(Saved data entries)
-- -- --
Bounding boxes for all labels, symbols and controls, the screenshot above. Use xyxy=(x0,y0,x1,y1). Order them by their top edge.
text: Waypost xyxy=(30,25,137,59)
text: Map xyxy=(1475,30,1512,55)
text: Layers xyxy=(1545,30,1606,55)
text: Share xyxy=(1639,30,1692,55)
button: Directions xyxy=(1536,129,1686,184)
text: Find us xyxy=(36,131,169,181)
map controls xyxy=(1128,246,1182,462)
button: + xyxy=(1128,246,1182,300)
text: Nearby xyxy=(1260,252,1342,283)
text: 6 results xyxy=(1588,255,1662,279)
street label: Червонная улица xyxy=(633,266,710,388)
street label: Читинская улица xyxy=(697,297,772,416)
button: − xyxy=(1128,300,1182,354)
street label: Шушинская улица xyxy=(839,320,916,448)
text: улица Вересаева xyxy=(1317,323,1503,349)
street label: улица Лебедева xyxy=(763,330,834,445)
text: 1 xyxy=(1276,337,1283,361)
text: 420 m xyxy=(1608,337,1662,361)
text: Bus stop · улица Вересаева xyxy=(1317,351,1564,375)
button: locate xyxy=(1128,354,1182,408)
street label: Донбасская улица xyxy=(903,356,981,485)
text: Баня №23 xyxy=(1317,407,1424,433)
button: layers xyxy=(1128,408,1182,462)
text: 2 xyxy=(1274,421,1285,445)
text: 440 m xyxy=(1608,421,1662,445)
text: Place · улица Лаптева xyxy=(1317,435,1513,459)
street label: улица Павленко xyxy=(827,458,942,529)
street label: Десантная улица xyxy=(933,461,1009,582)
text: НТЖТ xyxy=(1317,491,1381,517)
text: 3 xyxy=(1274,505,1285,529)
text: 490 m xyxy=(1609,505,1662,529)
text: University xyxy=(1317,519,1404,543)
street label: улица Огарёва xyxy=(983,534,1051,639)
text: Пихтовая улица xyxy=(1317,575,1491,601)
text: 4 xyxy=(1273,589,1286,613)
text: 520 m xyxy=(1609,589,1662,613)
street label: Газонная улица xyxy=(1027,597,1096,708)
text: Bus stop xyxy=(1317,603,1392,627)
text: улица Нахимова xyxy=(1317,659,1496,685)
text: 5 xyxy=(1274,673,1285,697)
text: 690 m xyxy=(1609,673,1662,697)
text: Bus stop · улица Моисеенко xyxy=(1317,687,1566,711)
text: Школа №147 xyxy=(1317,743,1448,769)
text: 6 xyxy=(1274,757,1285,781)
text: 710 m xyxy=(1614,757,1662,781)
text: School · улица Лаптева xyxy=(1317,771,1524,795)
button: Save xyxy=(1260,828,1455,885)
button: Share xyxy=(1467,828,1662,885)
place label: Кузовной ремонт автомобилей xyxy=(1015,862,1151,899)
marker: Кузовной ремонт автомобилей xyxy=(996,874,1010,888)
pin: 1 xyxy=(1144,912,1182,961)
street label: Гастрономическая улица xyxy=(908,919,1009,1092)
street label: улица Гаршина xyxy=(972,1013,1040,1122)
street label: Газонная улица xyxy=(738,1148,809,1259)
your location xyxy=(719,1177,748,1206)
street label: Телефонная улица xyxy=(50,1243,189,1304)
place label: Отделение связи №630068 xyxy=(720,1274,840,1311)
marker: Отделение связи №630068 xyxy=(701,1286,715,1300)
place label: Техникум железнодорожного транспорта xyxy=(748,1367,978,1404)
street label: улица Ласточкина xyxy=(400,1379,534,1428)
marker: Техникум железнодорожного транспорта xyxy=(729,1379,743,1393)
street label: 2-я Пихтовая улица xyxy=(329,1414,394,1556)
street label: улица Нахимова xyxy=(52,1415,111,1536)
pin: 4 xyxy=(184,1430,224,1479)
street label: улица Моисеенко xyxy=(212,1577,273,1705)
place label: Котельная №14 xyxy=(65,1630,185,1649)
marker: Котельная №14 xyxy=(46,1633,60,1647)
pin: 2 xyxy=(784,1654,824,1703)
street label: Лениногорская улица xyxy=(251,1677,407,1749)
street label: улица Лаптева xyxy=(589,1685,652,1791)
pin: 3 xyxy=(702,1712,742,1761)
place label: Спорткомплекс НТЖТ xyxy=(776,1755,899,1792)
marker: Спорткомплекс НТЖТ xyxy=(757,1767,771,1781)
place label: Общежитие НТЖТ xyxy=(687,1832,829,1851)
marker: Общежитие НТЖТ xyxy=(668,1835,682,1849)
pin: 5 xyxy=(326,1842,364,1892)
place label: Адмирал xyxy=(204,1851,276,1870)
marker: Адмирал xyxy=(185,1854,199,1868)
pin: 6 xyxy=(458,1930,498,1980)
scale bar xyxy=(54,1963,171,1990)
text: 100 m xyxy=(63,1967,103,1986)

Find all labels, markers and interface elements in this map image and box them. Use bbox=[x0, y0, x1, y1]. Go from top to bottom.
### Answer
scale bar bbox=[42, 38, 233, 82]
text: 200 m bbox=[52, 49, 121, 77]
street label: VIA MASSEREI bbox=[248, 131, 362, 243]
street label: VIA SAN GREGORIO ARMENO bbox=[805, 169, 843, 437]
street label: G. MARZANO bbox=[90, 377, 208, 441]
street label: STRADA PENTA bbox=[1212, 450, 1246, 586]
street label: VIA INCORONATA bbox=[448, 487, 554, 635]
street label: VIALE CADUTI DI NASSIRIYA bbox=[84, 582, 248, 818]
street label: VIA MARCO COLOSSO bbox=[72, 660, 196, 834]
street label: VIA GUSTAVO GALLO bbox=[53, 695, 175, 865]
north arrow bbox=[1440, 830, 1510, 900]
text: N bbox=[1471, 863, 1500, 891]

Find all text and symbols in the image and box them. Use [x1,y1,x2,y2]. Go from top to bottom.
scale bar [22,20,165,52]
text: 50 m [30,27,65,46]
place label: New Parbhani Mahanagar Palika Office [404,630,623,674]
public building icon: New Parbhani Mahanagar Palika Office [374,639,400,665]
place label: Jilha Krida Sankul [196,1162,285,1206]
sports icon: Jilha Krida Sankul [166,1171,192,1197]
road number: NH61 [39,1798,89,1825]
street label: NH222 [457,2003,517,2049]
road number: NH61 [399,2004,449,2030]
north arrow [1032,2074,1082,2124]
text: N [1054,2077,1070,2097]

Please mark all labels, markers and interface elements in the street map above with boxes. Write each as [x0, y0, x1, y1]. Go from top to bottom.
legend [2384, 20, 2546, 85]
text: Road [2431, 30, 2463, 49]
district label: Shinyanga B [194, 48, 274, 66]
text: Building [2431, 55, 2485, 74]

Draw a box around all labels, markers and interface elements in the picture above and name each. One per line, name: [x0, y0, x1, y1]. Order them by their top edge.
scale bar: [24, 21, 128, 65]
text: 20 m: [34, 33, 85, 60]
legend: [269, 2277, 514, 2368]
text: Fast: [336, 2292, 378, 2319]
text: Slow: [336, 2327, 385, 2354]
-- -- --
**TO DO:** Word for word, restate all of the data shown above.

**EXERCISE RESULT:**
Bounding boxes for all labels, symbols and controls, the screenshot above. Use xyxy=(x0,y0,x1,y1). Order them by their top edge.
text: Waypost xyxy=(30,25,137,59)
text: Map xyxy=(1475,30,1512,55)
text: Layers xyxy=(1545,30,1606,55)
text: Share xyxy=(1639,30,1692,55)
button: Directions xyxy=(1536,129,1686,184)
text: Find us xyxy=(36,131,169,181)
map controls xyxy=(1128,246,1182,462)
button: + xyxy=(1128,246,1182,300)
text: Nearby xyxy=(1260,252,1342,283)
text: 6 results xyxy=(1588,255,1662,279)
street label: Червонная улица xyxy=(633,266,710,388)
street label: Читинская улица xyxy=(697,297,772,416)
button: − xyxy=(1128,300,1182,354)
street label: Шушинская улица xyxy=(839,320,916,448)
text: улица Вересаева xyxy=(1317,323,1503,349)
street label: улица Лебедева xyxy=(763,330,834,445)
text: 1 xyxy=(1276,337,1283,361)
text: 420 m xyxy=(1608,337,1662,361)
text: Bus stop · улица Вересаева xyxy=(1317,351,1564,375)
button: locate xyxy=(1128,354,1182,408)
street label: Донбасская улица xyxy=(903,356,981,485)
text: Баня №23 xyxy=(1317,407,1424,433)
button: layers xyxy=(1128,408,1182,462)
text: 2 xyxy=(1274,421,1285,445)
text: 440 m xyxy=(1608,421,1662,445)
text: Place · улица Лаптева xyxy=(1317,435,1513,459)
street label: улица Павленко xyxy=(827,458,942,529)
street label: Десантная улица xyxy=(933,461,1009,582)
text: НТЖТ xyxy=(1317,491,1381,517)
text: 3 xyxy=(1274,505,1285,529)
text: 490 m xyxy=(1609,505,1662,529)
text: University xyxy=(1317,519,1404,543)
street label: улица Огарёва xyxy=(983,534,1051,639)
text: Пихтовая улица xyxy=(1317,575,1491,601)
text: 4 xyxy=(1273,589,1286,613)
text: 520 m xyxy=(1609,589,1662,613)
street label: Газонная улица xyxy=(1027,597,1096,708)
text: Bus stop xyxy=(1317,603,1392,627)
text: улица Нахимова xyxy=(1317,659,1496,685)
text: 5 xyxy=(1274,673,1285,697)
text: 690 m xyxy=(1609,673,1662,697)
text: Bus stop · улица Моисеенко xyxy=(1317,687,1566,711)
text: Школа №147 xyxy=(1317,743,1448,769)
text: 6 xyxy=(1274,757,1285,781)
text: 710 m xyxy=(1614,757,1662,781)
text: School · улица Лаптева xyxy=(1317,771,1524,795)
button: Save xyxy=(1260,828,1455,885)
button: Share xyxy=(1467,828,1662,885)
place label: Кузовной ремонт автомобилей xyxy=(1015,862,1151,899)
marker: Кузовной ремонт автомобилей xyxy=(996,874,1010,888)
pin: 1 xyxy=(1144,912,1182,961)
street label: Гастрономическая улица xyxy=(908,919,1009,1092)
street label: улица Гаршина xyxy=(972,1013,1040,1122)
street label: Газонная улица xyxy=(738,1148,809,1259)
your location xyxy=(719,1177,748,1206)
street label: Телефонная улица xyxy=(50,1243,189,1304)
place label: Отделение связи №630068 xyxy=(720,1274,840,1311)
marker: Отделение связи №630068 xyxy=(701,1286,715,1300)
place label: Техникум железнодорожного транспорта xyxy=(748,1367,978,1404)
street label: улица Ласточкина xyxy=(400,1379,534,1428)
marker: Техникум железнодорожного транспорта xyxy=(729,1379,743,1393)
street label: 2-я Пихтовая улица xyxy=(329,1414,394,1556)
street label: улица Нахимова xyxy=(52,1415,111,1536)
pin: 4 xyxy=(184,1430,224,1479)
street label: улица Моисеенко xyxy=(212,1577,273,1705)
place label: Котельная №14 xyxy=(65,1630,185,1649)
marker: Котельная №14 xyxy=(46,1633,60,1647)
pin: 2 xyxy=(784,1654,824,1703)
street label: Лениногорская улица xyxy=(251,1677,407,1749)
street label: улица Лаптева xyxy=(589,1685,652,1791)
pin: 3 xyxy=(702,1712,742,1761)
place label: Спорткомплекс НТЖТ xyxy=(776,1755,899,1792)
marker: Спорткомплекс НТЖТ xyxy=(757,1767,771,1781)
place label: Общежитие НТЖТ xyxy=(687,1832,829,1851)
marker: Общежитие НТЖТ xyxy=(668,1835,682,1849)
pin: 5 xyxy=(326,1842,364,1892)
place label: Адмирал xyxy=(204,1851,276,1870)
marker: Адмирал xyxy=(185,1854,199,1868)
pin: 6 xyxy=(458,1930,498,1980)
scale bar xyxy=(54,1963,171,1990)
text: 100 m xyxy=(63,1967,103,1986)

Find all labels, markers and interface elements in this map image and box them. Use bbox=[x0, y0, x1, y1]. Go from top to bottom.
### Answer
scale bar bbox=[42, 38, 233, 82]
text: 200 m bbox=[52, 49, 121, 77]
street label: VIA MASSEREI bbox=[248, 131, 362, 243]
street label: VIA SAN GREGORIO ARMENO bbox=[805, 169, 843, 437]
street label: G. MARZANO bbox=[90, 377, 208, 441]
street label: STRADA PENTA bbox=[1212, 450, 1246, 586]
street label: VIA INCORONATA bbox=[448, 487, 554, 635]
street label: VIALE CADUTI DI NASSIRIYA bbox=[84, 582, 248, 818]
street label: VIA MARCO COLOSSO bbox=[72, 660, 196, 834]
street label: VIA GUSTAVO GALLO bbox=[53, 695, 175, 865]
north arrow bbox=[1440, 830, 1510, 900]
text: N bbox=[1471, 863, 1500, 891]

Find all text and symbols in the image and box them. Use [x1,y1,x2,y2]. Go from top to bottom.
scale bar [22,20,165,52]
text: 50 m [30,27,65,46]
place label: New Parbhani Mahanagar Palika Office [404,630,623,674]
public building icon: New Parbhani Mahanagar Palika Office [374,639,400,665]
place label: Jilha Krida Sankul [196,1162,285,1206]
sports icon: Jilha Krida Sankul [166,1171,192,1197]
road number: NH61 [39,1798,89,1825]
street label: NH222 [457,2003,517,2049]
road number: NH61 [399,2004,449,2030]
north arrow [1032,2074,1082,2124]
text: N [1054,2077,1070,2097]

Please mark all labels, markers and interface elements in the street map above with boxes. Write each as [x0, y0, x1, y1]. Go from top to bottom.
legend [2384, 20, 2546, 85]
text: Road [2431, 30, 2463, 49]
district label: Shinyanga B [194, 48, 274, 66]
text: Building [2431, 55, 2485, 74]

Draw a box around all labels, markers and interface elements in the picture above and name each. One per line, name: [x0, y0, x1, y1]. Order them by their top edge.
scale bar: [24, 21, 128, 65]
text: 20 m: [34, 33, 85, 60]
legend: [269, 2277, 514, 2368]
text: Fast: [336, 2292, 378, 2319]
text: Slow: [336, 2327, 385, 2354]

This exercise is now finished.